(DATA FOR THE TASK)
┌────────

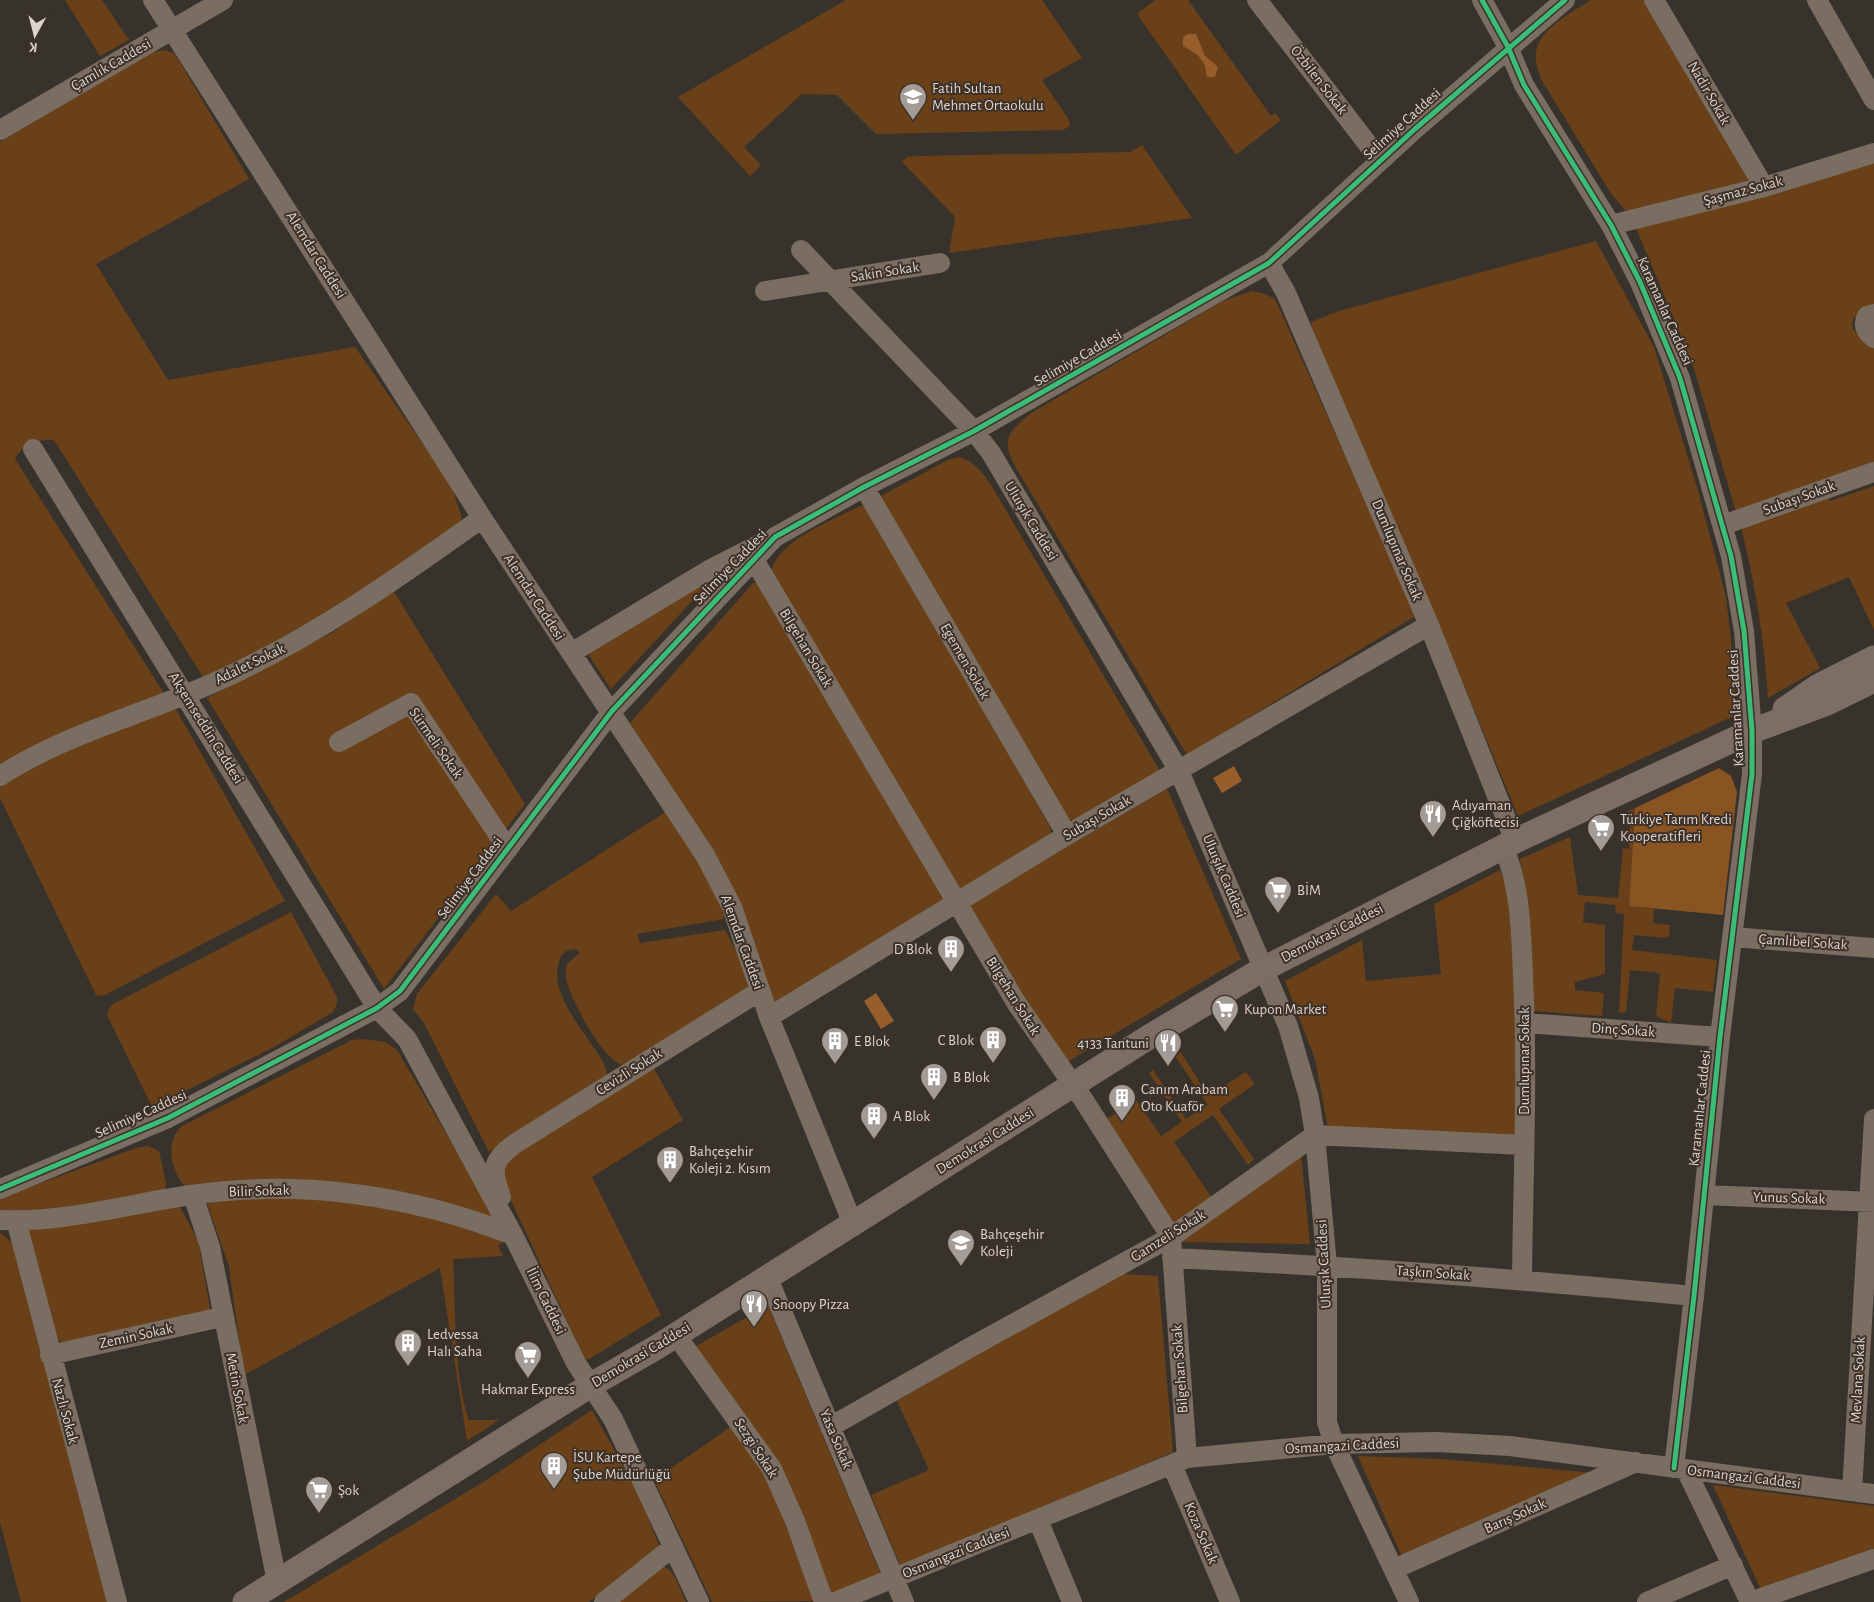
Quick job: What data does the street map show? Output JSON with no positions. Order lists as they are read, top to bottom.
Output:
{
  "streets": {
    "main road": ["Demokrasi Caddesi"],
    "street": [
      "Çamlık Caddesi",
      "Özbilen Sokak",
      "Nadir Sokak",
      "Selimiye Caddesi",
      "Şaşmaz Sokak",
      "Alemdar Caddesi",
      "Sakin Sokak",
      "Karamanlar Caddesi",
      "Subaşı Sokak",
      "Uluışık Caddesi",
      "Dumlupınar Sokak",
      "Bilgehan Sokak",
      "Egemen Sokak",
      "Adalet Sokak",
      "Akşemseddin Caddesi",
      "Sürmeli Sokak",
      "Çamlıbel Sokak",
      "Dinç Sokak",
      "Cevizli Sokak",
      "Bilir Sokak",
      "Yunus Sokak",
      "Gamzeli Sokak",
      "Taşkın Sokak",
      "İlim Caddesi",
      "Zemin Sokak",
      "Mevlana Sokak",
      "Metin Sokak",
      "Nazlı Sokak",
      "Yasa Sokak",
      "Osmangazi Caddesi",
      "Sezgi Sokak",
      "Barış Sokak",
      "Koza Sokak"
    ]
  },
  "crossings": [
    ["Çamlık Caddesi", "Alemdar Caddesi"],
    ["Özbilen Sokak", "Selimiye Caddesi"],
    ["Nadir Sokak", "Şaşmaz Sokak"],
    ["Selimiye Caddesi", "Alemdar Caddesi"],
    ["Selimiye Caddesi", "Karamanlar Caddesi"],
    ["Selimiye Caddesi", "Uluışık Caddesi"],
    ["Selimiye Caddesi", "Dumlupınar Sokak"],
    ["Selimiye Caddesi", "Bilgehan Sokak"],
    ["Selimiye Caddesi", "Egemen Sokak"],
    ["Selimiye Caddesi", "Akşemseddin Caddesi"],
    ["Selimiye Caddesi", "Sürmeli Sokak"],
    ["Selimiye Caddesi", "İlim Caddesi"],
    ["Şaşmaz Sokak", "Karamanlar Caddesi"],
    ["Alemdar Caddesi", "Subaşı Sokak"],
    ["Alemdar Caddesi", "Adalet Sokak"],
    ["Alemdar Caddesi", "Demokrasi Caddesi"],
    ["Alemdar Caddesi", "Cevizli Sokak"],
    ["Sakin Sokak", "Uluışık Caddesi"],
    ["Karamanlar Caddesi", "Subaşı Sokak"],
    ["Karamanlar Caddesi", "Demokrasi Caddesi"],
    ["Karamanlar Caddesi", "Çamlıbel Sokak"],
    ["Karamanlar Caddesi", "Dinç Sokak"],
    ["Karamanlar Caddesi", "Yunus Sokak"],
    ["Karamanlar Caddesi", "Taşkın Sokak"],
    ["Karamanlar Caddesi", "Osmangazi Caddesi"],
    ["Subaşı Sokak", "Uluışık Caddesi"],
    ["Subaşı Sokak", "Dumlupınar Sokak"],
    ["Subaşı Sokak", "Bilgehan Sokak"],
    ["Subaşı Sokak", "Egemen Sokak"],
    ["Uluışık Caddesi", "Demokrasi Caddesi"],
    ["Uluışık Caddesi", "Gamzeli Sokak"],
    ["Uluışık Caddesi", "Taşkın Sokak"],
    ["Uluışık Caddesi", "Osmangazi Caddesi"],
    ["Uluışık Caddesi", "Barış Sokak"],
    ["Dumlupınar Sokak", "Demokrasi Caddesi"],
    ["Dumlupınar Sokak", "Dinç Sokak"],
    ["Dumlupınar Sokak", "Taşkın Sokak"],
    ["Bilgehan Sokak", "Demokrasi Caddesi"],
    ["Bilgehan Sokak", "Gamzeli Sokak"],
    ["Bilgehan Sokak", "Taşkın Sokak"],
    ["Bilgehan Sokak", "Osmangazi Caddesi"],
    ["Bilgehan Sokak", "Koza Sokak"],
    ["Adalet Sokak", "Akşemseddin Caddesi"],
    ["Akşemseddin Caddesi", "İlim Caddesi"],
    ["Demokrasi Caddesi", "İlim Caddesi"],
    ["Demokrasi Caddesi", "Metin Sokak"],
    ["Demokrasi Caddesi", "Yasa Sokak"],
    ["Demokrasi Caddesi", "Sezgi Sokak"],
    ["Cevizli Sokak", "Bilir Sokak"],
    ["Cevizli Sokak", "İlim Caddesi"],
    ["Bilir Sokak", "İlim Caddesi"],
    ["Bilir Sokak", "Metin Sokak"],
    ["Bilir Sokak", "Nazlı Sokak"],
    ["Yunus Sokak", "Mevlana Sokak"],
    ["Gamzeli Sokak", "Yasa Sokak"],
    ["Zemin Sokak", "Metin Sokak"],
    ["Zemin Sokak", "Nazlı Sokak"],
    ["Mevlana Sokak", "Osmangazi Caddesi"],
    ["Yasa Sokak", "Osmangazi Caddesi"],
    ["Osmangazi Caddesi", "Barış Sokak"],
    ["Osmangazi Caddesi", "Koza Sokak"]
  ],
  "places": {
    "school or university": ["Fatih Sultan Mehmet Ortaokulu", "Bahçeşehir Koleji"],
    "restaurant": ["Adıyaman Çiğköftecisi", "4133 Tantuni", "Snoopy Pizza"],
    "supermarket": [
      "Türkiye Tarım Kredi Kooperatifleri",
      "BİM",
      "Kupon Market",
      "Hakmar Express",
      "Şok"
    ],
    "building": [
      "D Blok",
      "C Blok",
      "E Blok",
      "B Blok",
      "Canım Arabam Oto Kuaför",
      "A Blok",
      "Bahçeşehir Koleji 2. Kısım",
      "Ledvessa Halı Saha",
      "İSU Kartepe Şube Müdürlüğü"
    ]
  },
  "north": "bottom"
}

└────────
┌────────

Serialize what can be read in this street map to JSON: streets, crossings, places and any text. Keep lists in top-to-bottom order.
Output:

└────────

(THE PROBLEM) Which lines above hold the word "JSON"? Copy each of them.

(YOUR RESPONSE)
Quick job: What data does the street map show? Output JSON with no positions. Order lists as they are read, top to bottom.
Serialize what can be read in this street map to JSON: streets, crossings, places and any text. Keep lists in top-to-bottom order.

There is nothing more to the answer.